Erdgasspeicher in South Central schrumpfen, da starke Nachfrage einen wöchentlichen Entzug erzwingt
Wichtige Erkenntnisse
- •Die Region South Central verzeichnete für die Woche zum 21. August einen Speicherentzug von 19 Bcf.
- •Die regionalen Erdgasbestände fielen auf 1.127 Bcf und liegen damit 5,9 % unter dem Vorjahresniveau.
- •Der seltene Entzug außerhalb der Saison entstand durch intensive Spätsommerhitze in Kombination mit einem Anstieg der LNG-Feedgas-Nachfrage.
- •South Central beherbergt die einzigen Speicherkavernen-Anlagen der USA und liegt nahe am LNG-Exportkorridor der Golfküste, was die Region besonders empfindlich für Nachfrageschwankungen macht.
- •Das sich ausweitende Jahresvergleichsdefizit verringert den Puffer vor dem Winter; die weitere Entwicklung hängt von Wetter und LNG-Feedgas-Strömen ab.

Die Betreiber in der Region South Central griffen in der Woche zum 21. August stark auf in Speichern gehaltenes Erdgas zurück, da brütende Hitze und sich erholende LNG-Aktivitäten die Nachfrage nach oben drückten.
Auf einen Blick:
- South Central verzeichnet einen Entzug von 19 Bcf
- Die regionalen Bestände fallen auf 1.127 Bcf
- Das Defizit gegenüber dem Vorjahr weitet sich auf 5,9 % aus
Der Entzug, der im Rahmen der wöchentlichen Speicherdaten gemeldet wurde, verdeutlicht, wie anhaltende Spätsommerhitze in der Region in Verbindung mit einem Anstieg der LNG-Feedgas-Nachfrage die Bestände senkte, statt die übliche Einspeisung zu ermöglichen.
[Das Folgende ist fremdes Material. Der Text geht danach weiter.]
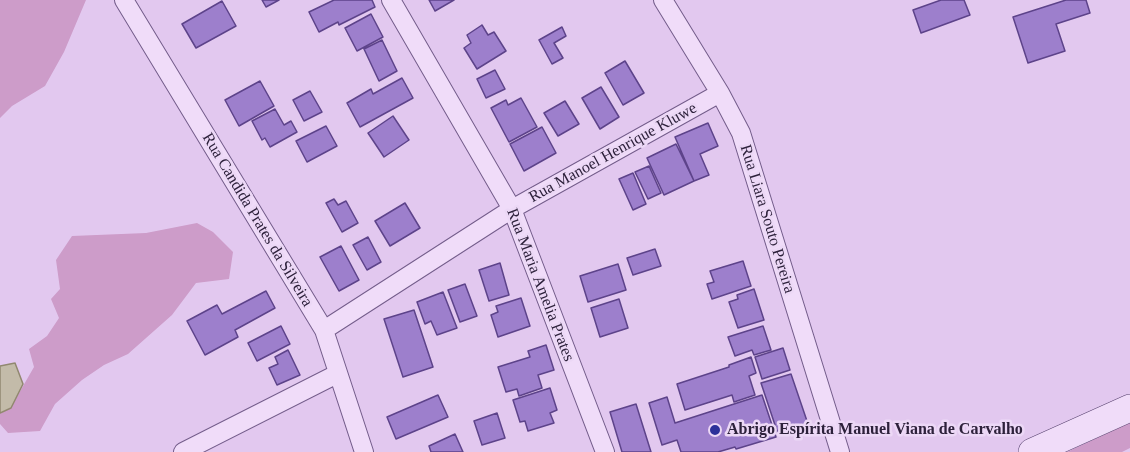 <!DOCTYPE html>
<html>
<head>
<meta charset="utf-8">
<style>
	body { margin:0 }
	canvas { display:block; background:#e2c8ef }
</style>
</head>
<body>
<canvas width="1130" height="452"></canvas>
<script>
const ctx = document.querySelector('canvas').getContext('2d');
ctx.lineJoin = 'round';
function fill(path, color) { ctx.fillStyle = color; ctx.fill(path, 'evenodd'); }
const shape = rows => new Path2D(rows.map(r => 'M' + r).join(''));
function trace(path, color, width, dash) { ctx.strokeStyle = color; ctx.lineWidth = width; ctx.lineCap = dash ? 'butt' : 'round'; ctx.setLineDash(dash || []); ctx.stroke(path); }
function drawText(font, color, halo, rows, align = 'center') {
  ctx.font = font + ' "Times New Roman",serif'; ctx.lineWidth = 5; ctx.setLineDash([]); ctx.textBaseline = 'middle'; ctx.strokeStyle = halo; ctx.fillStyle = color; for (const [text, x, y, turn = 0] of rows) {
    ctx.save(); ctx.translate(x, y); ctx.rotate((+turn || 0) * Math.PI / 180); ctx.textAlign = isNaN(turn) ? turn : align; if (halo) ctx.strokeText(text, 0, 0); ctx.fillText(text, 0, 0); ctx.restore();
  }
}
fill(shape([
	[0,0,86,0,64,52,45,86,12,106,0,118],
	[197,223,213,232,233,252,229,279,196,283,172,315,128,354,104,365,82,380,55,404,40,431,8,433,0,424,0,413,11,407,34,367,29,349,47,336,59,318,51,299,60,289,56,260,72,236,146,233],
	[1130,422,1130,448,1122,452,1067,452]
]), '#cd9cc9');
const water = shape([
	[15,363,23,384,11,408,0,413,0,366,15,363]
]);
fill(water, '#c3bba9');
trace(water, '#918870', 1.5);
const building = shape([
	[262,0,279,0,266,7,262,0],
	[334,0,372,0,375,7,339,25,338,22,319,32,309,12,334,0],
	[429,0,454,0,435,11,429,0],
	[941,0,964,0,970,15,921,33,913,10,941,0],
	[1066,0,1086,0,1090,13,1056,24,1065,51,1028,63,1013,17,1066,0],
	[222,1,236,26,196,48,182,24,222,1],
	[371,14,383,37,357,51,345,28,371,14],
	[482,25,488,35,494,32,506,51,477,69,464,48,471,43,467,35,482,25],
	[562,27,566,36,554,43,563,58,552,64,539,40,562,27],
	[382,40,397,71,379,81,364,49,382,40],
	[625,61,644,93,623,105,605,73,625,61],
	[495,70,505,89,486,98,477,79,495,70],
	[402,78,413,98,360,127,347,103,371,89,373,94,402,78],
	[260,81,274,106,239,126,225,100,260,81],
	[601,87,619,117,600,129,582,98,601,87],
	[310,91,322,112,304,121,293,100,310,91],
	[521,98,537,127,509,142,491,108,506,100,508,105,521,98],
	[565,101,579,124,558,136,544,113,565,101],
	[275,109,284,125,291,121,297,132,270,147,265,138,262,140,252,121,275,109],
	[393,116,409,140,384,157,368,133,393,116],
	[708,123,718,146,700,154,709,175,694,181,675,137,708,123],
	[326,126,337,146,307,162,296,141,326,126],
	[542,127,556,153,524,171,510,144,542,127],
	[676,144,694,181,664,195,647,158,676,144],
	[649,166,661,193,648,199,635,172,649,166],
	[633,173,646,204,633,210,619,179,633,173],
	[334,199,338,205,346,201,358,223,342,232,326,203,334,199],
	[405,203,420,228,390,246,375,221,405,203],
	[368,237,381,262,367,270,353,245,368,237],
	[341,246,359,280,339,291,320,257,341,246],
	[655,249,661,266,633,275,627,258,655,249],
	[743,261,751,286,712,299,707,284,714,282,710,271,743,261],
	[500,263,509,295,489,301,479,270,500,263],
	[618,264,626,290,588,302,580,276,618,264],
	[465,284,477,316,460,322,448,290,465,284],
	[754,289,764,320,738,328,729,302,738,299,737,295,754,289],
	[266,291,275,308,235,330,238,337,205,355,187,321,217,305,222,314,266,291],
	[443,292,457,328,437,335,431,321,425,324,417,302,443,292],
	[521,298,530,326,498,337,491,315,498,312,496,306,521,298],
	[619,299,628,328,600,337,591,308,619,299],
	[414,310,433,367,403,377,384,319,414,310],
	[281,326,290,344,257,361,248,343,281,326],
	[763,326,771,350,754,355,752,350,735,356,728,337,763,326],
	[546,345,554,370,538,375,542,388,519,396,517,389,506,392,498,367,530,357,528,351,546,345],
	[783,348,790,370,762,379,755,357,783,348],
	[288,350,300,375,277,385,269,368,278,364,275,357,288,350],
	[751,357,756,373,749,376,755,395,734,402,732,395,685,410,677,384,729,367,729,365,751,357],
	[791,374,808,424,778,434,761,383,791,374],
	[550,388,557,410,550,413,554,423,528,431,525,421,520,422,513,400,550,388],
	[438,395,448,417,396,439,387,417,438,395],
	[762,395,776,437,736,449,735,447,718,452,681,452,677,440,662,445,649,403,667,397,675,423,762,395],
	[636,404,651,452,622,452,610,412,636,404],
	[497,413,505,438,482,445,474,421,497,413],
	[455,434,463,452,431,452,429,446,455,434]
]);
fill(building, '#9d7fcc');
trace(building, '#5d438a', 1.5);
const street = shape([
	[124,0,324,330,364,452],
	[391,0,512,209,605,452],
	[663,0,720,93,741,133,840,452],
	[324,330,512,209,720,93],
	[183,452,337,374]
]);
const secondary = shape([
	[1032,452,1130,408]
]);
trace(street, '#745d8b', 20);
trace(secondary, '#55406d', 28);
trace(street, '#f0dcf9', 18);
trace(secondary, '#f0dcf9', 27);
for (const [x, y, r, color] of [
	[715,430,6,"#2d319a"]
]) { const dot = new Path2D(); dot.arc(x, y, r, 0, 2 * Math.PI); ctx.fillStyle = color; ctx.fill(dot); trace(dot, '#ecd8f6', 2); }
drawText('16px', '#2d213b', '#ecd8f6', [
	["Rua Manoel Henrique Kluwe",613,153,-29],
	["Rua Liara Souto Pereira",767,219,73],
	["Rua Candida Prates da Silveira",257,220,59],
	["Rua Maria Amelia Prates",540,285,69]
]);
drawText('bold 16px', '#2d213b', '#ecd8f6', [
	["Abrigo Espírita Manuel Viana de Carvalho",727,430]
], 'left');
</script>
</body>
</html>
Speicherbetreiber bauen ihre Bestände im Sommer normalerweise vor der Heizsaison auf; ein Entzug außerhalb der Saison signalisiert daher, dass der Verbrauch das verfügbare Angebot übersteigt, zu einem Zeitpunkt, an dem die Region normalerweise Vorräte auffüllen würde.
South Central ist eine eng beobachtete Region in der wöchentlichen Speicherberichterstattung der Energy Information Administration, da sie über die einzigen Speicherkavernen-Anlagen des Landes verfügt, die Gas mit hohen Raten einspeisen und entnehmen können, und weil sie unmittelbar an den LNG-Exportkorridor an der Golfküste angrenzt. Dadurch reagiert die Region besonders empfindlich auf Schwankungen der Feedgas-Nachfrage der LNG-Terminals sowie auf kühlungsbedingten Stromverbrauch während Hitzewellen.
Laut dem Bericht von Natural Gas Intelligence von Kevin Dobbs liegen die Bestände der Region South Central nun bei 1.127 Bcf, und das Defizit gegenüber dem Vorjahresniveau hat sich auf 5,9 % ausgeweitet. Die sich vergrößernde Jahresvergleichslücke ist eine Kennzahl, die Marktteilnehmer im Hinblick auf die Herbstsaison der Einspeisung verfolgen, da Bestände unterhalb historischer Normen weniger Puffer für die Winternachfrage lassen. Wie sich das Defizit in den kommenden Wochen entwickelt, hängt davon ab, ob die Hitze genug nachlässt, um Einspeisungen wieder aufzunehmen, sowie vom Verlauf der LNG-Feedgas-Ströme.